Stored data entries:
::::

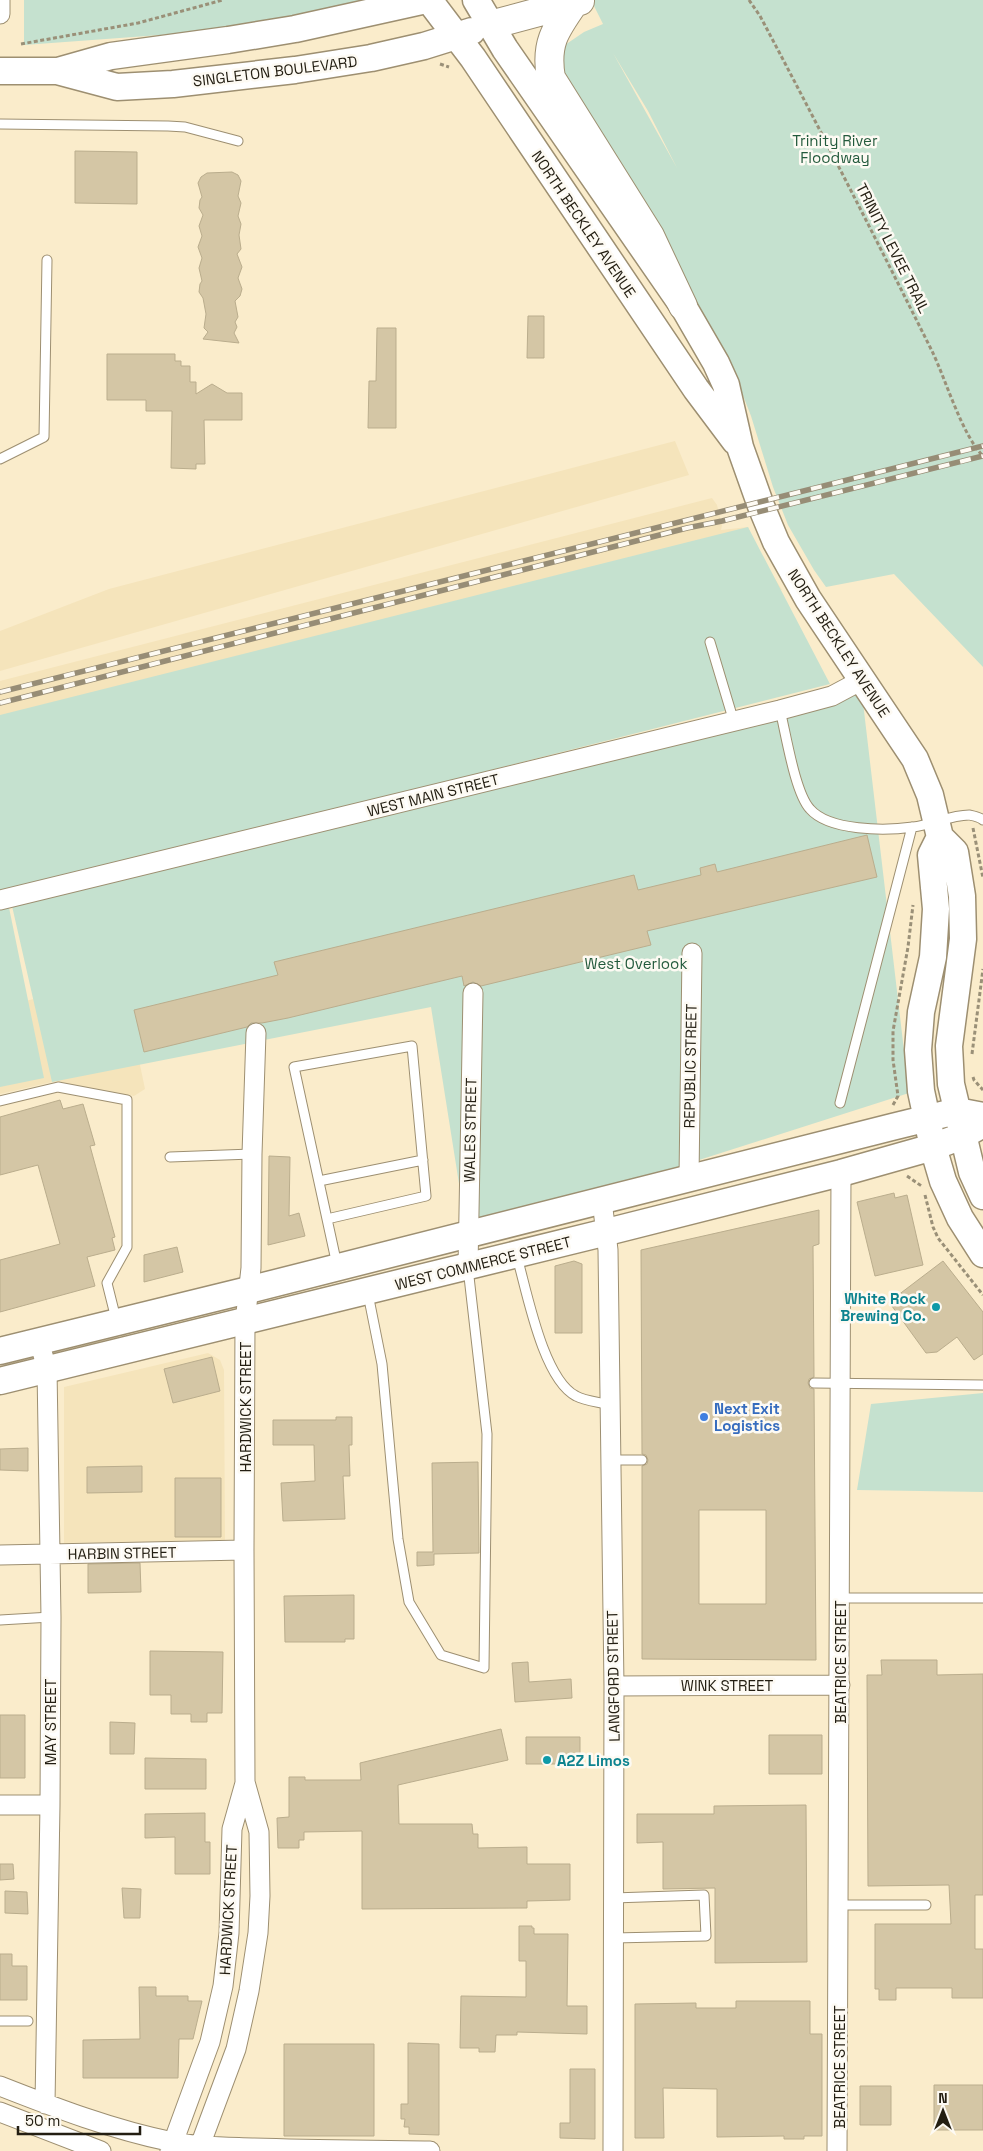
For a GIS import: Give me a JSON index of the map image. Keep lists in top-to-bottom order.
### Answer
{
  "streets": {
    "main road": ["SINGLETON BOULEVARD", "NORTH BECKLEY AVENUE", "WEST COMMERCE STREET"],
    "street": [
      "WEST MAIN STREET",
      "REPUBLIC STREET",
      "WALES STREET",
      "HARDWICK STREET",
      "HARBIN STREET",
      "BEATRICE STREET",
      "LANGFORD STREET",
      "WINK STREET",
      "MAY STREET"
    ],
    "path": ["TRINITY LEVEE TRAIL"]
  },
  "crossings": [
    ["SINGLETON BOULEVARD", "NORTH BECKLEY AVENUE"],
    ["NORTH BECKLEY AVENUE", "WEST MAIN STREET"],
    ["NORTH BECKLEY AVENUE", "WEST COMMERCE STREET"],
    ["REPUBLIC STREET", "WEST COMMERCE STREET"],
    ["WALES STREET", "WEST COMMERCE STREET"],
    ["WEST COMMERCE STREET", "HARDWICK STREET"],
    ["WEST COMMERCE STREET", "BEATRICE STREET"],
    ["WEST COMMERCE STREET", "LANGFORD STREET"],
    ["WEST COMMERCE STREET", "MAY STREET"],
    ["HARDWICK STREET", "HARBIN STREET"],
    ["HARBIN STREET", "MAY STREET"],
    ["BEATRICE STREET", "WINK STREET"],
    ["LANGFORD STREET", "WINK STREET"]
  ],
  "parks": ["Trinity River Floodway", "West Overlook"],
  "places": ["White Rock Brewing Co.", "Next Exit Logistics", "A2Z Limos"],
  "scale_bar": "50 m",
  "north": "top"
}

::::

What is required.
The copy should match the records above exactly, except that pictures are dropped.

Exercise output.
For a GIS import: Give me a JSON index of the map image. Keep lists in top-to-bottom order.
### Answer
{
  "streets": {
    "main road": ["SINGLETON BOULEVARD", "NORTH BECKLEY AVENUE", "WEST COMMERCE STREET"],
    "street": [
      "WEST MAIN STREET",
      "REPUBLIC STREET",
      "WALES STREET",
      "HARDWICK STREET",
      "HARBIN STREET",
      "BEATRICE STREET",
      "LANGFORD STREET",
      "WINK STREET",
      "MAY STREET"
    ],
    "path": ["TRINITY LEVEE TRAIL"]
  },
  "crossings": [
    ["SINGLETON BOULEVARD", "NORTH BECKLEY AVENUE"],
    ["NORTH BECKLEY AVENUE", "WEST MAIN STREET"],
    ["NORTH BECKLEY AVENUE", "WEST COMMERCE STREET"],
    ["REPUBLIC STREET", "WEST COMMERCE STREET"],
    ["WALES STREET", "WEST COMMERCE STREET"],
    ["WEST COMMERCE STREET", "HARDWICK STREET"],
    ["WEST COMMERCE STREET", "BEATRICE STREET"],
    ["WEST COMMERCE STREET", "LANGFORD STREET"],
    ["WEST COMMERCE STREET", "MAY STREET"],
    ["HARDWICK STREET", "HARBIN STREET"],
    ["HARBIN STREET", "MAY STREET"],
    ["BEATRICE STREET", "WINK STREET"],
    ["LANGFORD STREET", "WINK STREET"]
  ],
  "parks": ["Trinity River Floodway", "West Overlook"],
  "places": ["White Rock Brewing Co.", "Next Exit Logistics", "A2Z Limos"],
  "scale_bar": "50 m",
  "north": "top"
}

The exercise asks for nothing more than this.